== WHAT YOU SHOULD DO ==
Using the data below, copy each line that includes the word "Allengrove".

== INFORMATION PROVIDED ==
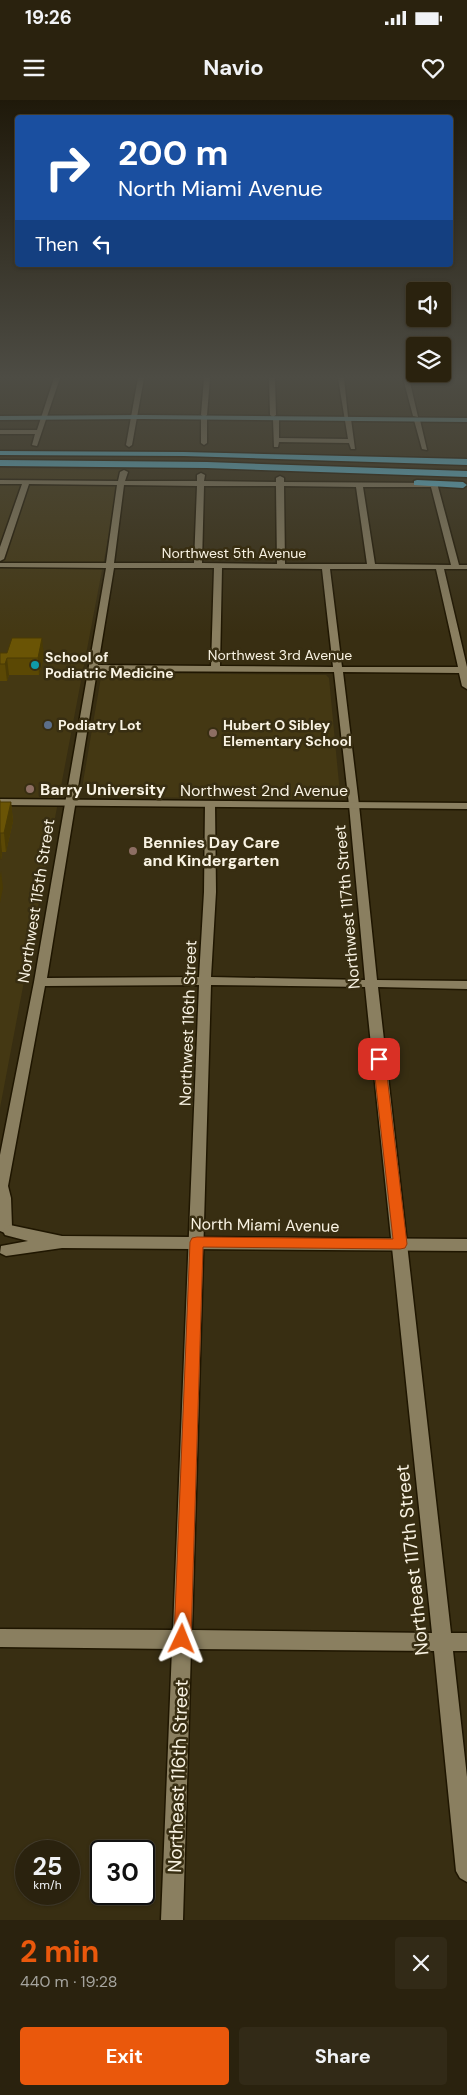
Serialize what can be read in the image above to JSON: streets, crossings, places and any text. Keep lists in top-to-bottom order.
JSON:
{
  "streets": {
    "street": [
      "Northwest 5th Avenue",
      "Northwest 3rd Avenue",
      "Northwest 2nd Avenue",
      "Northwest 115th Street",
      "Northwest 117th Street",
      "Northwest 116th Street",
      "North Miami Avenue",
      "Northeast 117th Street",
      "Northeast 116th Street"
    ]
  },
  "crossings": [
    ["Northwest 5th Avenue", "Northwest 115th Street"],
    ["Northwest 5th Avenue", "Northwest 117th Street"],
    ["Northwest 3rd Avenue", "Northwest 115th Street"],
    ["Northwest 3rd Avenue", "Northwest 117th Street"],
    ["Northwest 2nd Avenue", "Northwest 115th Street"],
    ["Northwest 2nd Avenue", "Northwest 117th Street"],
    ["Northwest 2nd Avenue", "Northwest 116th Street"],
    ["Northwest 115th Street", "North Miami Avenue"],
    ["Northwest 117th Street", "North Miami Avenue"],
    ["Northwest 117th Street", "Northeast 117th Street"],
    ["Northwest 116th Street", "North Miami Avenue"],
    ["Northwest 116th Street", "Northeast 116th Street"],
    ["North Miami Avenue", "Northeast 117th Street"],
    ["North Miami Avenue", "Northeast 116th Street"]
  ],
  "places": [
    "School of Podiatric Medicine",
    "Podiatry Lot",
    "Hubert O Sibley Elementary School",
    "Barry University",
    "Bennies Day Care and Kindergarten"
  ],
  "page": {
    "status": "19:26",
    "header": "Navio",
    "turn": ["200 m", "North Miami Avenue"],
    "then": "Then",
    "speed": "25 km/h",
    "limit": "30",
    "heading": ["2 min", "440 m · 19:28"],
    "buttons": ["Exit", "Share"]
  }
}
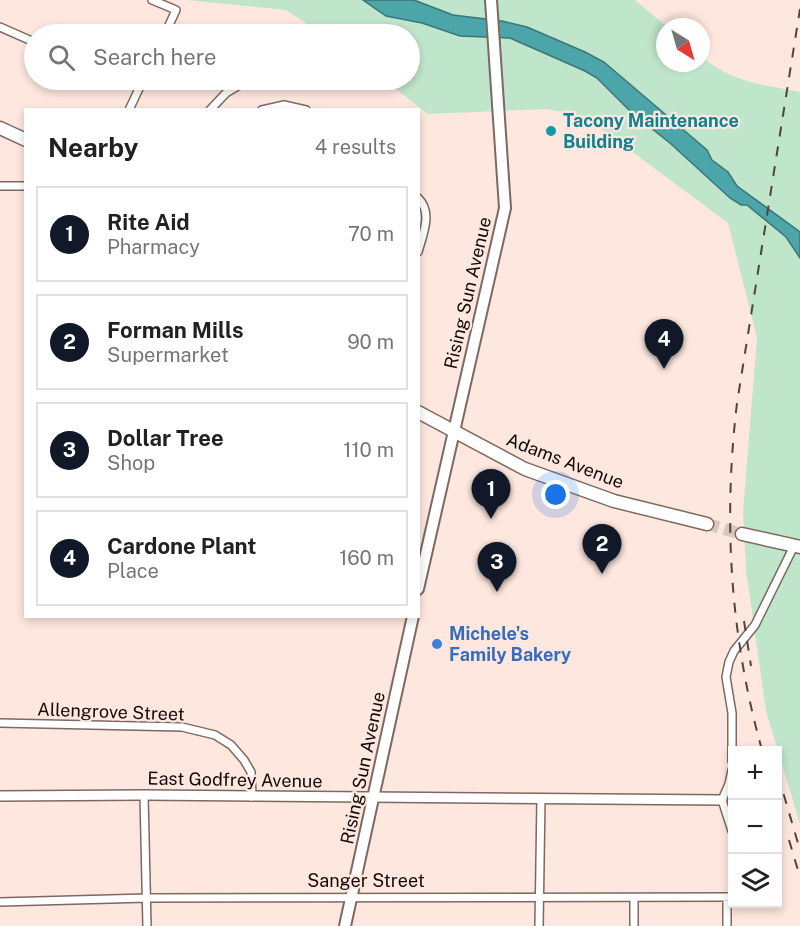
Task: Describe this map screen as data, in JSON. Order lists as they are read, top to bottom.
{
  "streets": {
    "highway": ["Adams Avenue"],
    "main road": ["Rising Sun Avenue"],
    "street": ["Allengrove Street", "East Godfrey Avenue", "Sanger Street"]
  },
  "crossings": [
    ["Rising Sun Avenue", "Adams Avenue"],
    ["Rising Sun Avenue", "East Godfrey Avenue"],
    ["Rising Sun Avenue", "Sanger Street"],
    ["Allengrove Street", "East Godfrey Avenue"]
  ],
  "places": ["Tacony Maintenance Building", "Michele's Family Bakery"],
  "north": "bottom right",
  "page": {
    "search": "Search here",
    "heading": ["Nearby", "4 results"],
    "list": [
      {
        "mark": "1",
        "name": "Rite Aid",
        "note": "Pharmacy",
        "value": "70 m"
      },
      {
        "mark": "2",
        "name": "Forman Mills",
        "note": "Supermarket",
        "value": "90 m"
      },
      {
        "mark": "3",
        "name": "Dollar Tree",
        "note": "Shop",
        "value": "110 m"
      },
      {
        "mark": "4",
        "name": "Cardone Plant",
        "note": "Place",
        "value": "160 m"
      }
    ],
    "pins": [
      "4",
      "1",
      "2",
      "3"
    ],
    "map_buttons": ["+", "−"]
  }
}
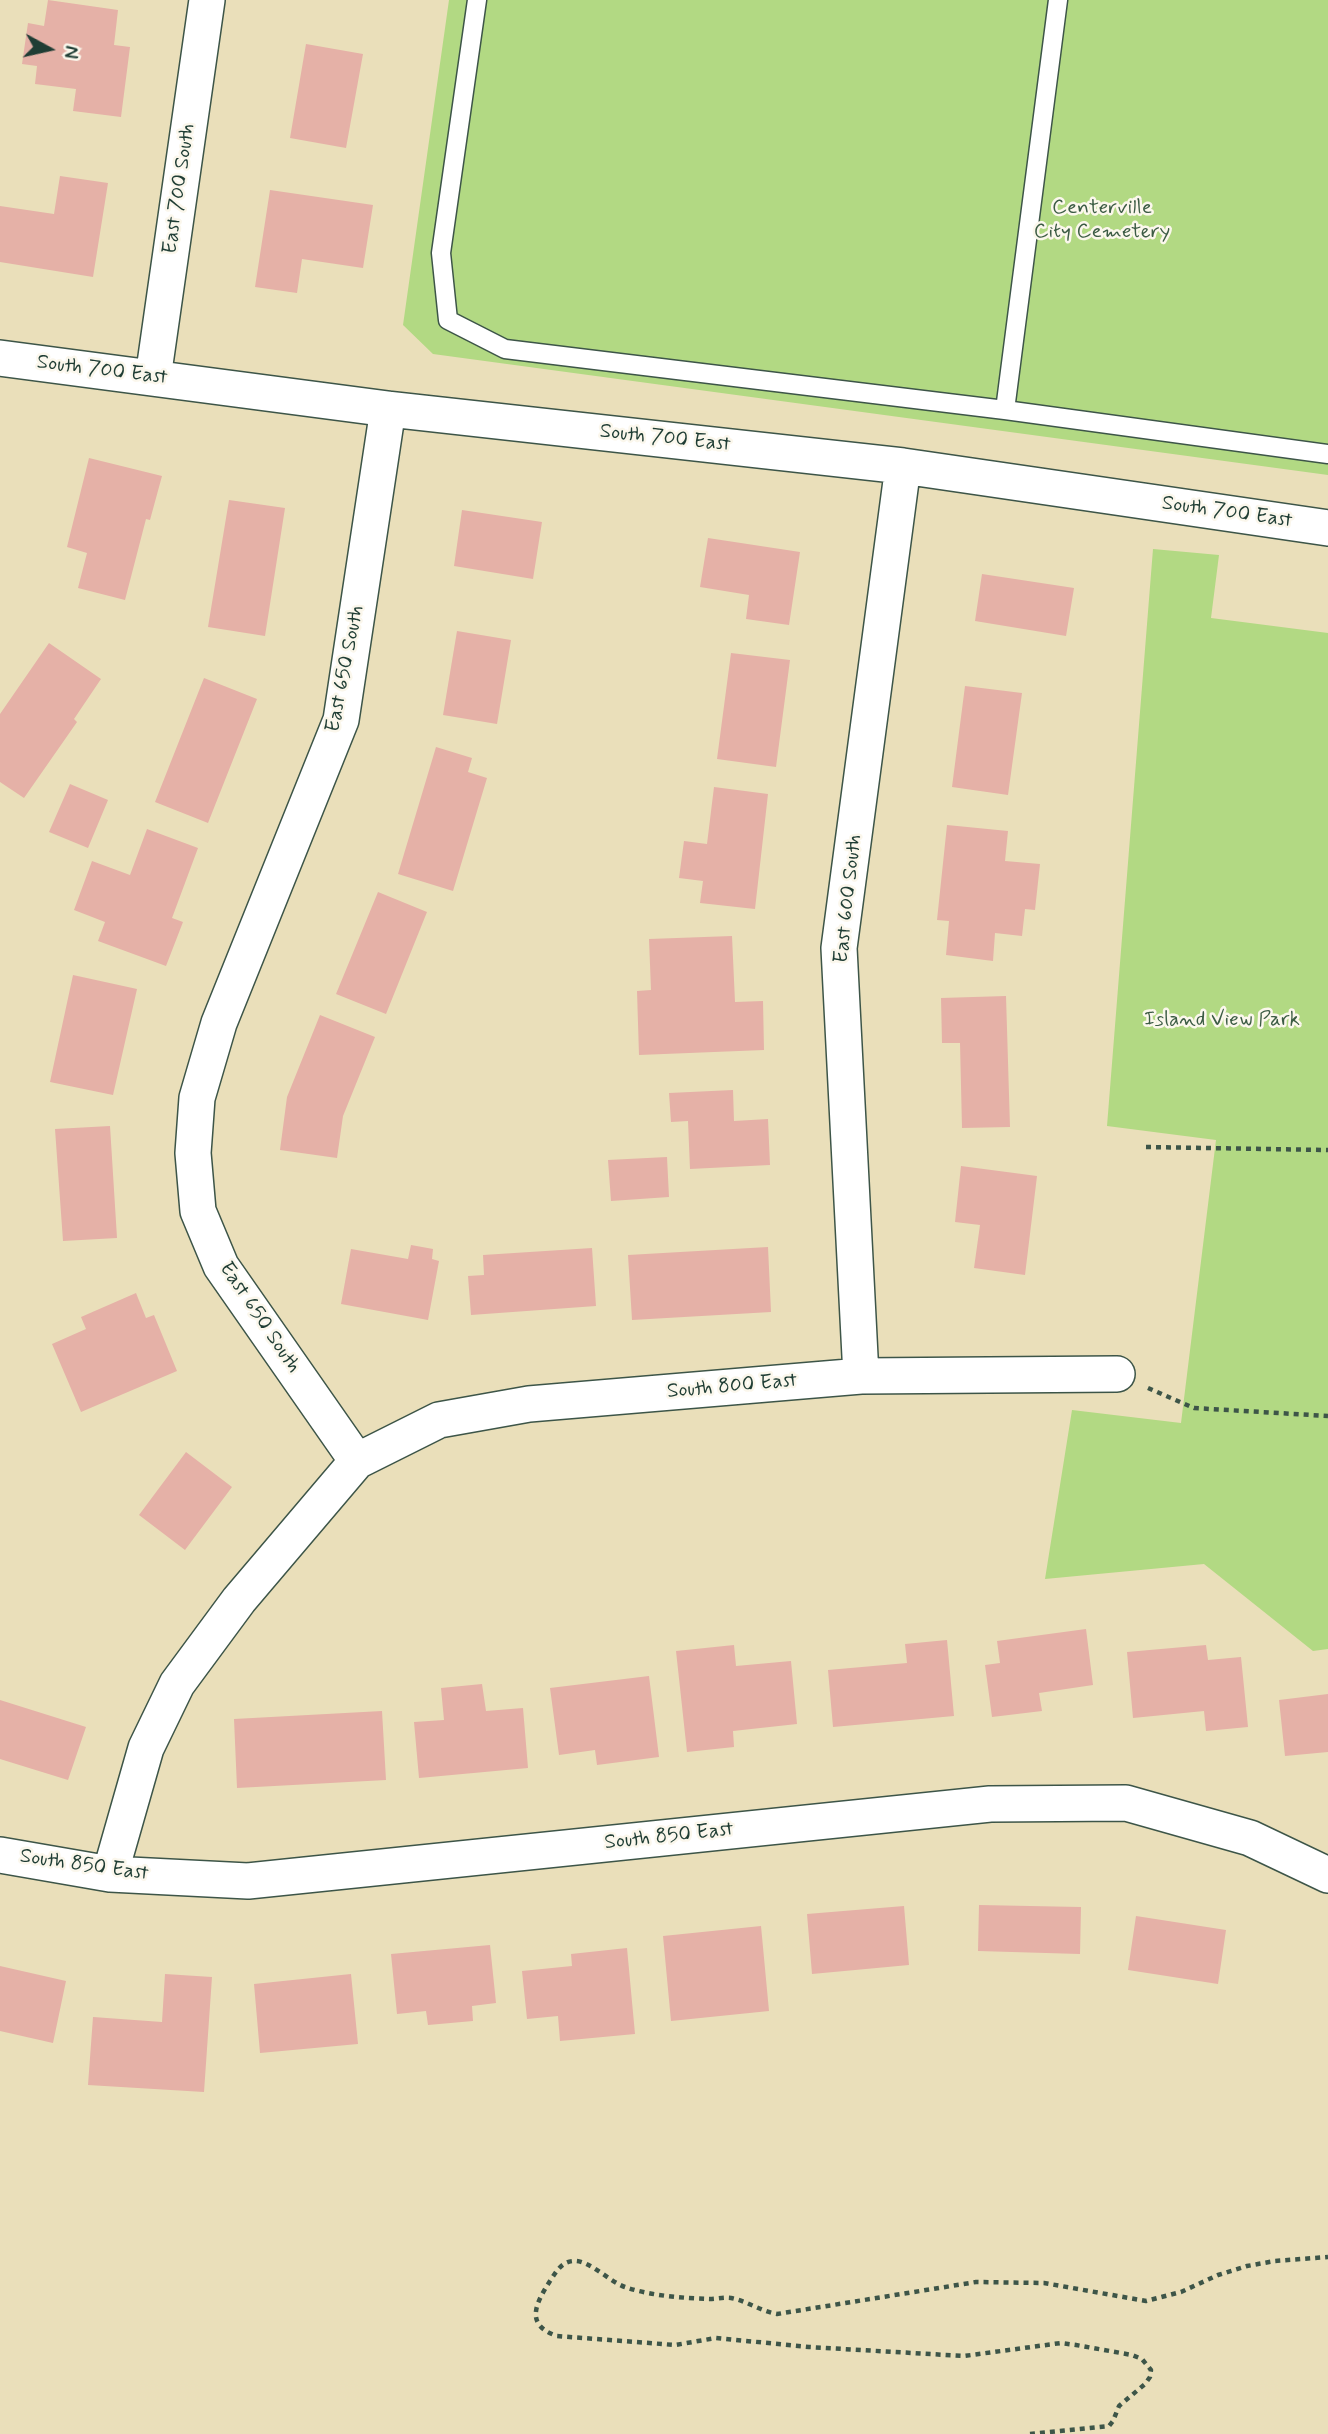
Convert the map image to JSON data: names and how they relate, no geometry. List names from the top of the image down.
{
  "streets": {
    "street": [
      "East 700 South",
      "South 700 East",
      "East 650 South",
      "East 600 South",
      "South 800 East",
      "South 850 East"
    ]
  },
  "crossings": [
    ["East 700 South", "South 700 East"],
    ["South 700 East", "East 650 South"],
    ["South 700 East", "East 600 South"],
    ["East 650 South", "South 800 East"],
    ["East 600 South", "South 800 East"]
  ],
  "parks": ["Centerville City Cemetery", "Island View Park"],
  "north": "right"
}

== RESPONSE TO THIS TASK ==
    "street": ["Allengrove Street", "East Godfrey Avenue", "Sanger Street"]
    ["Allengrove Street", "East Godfrey Avenue"]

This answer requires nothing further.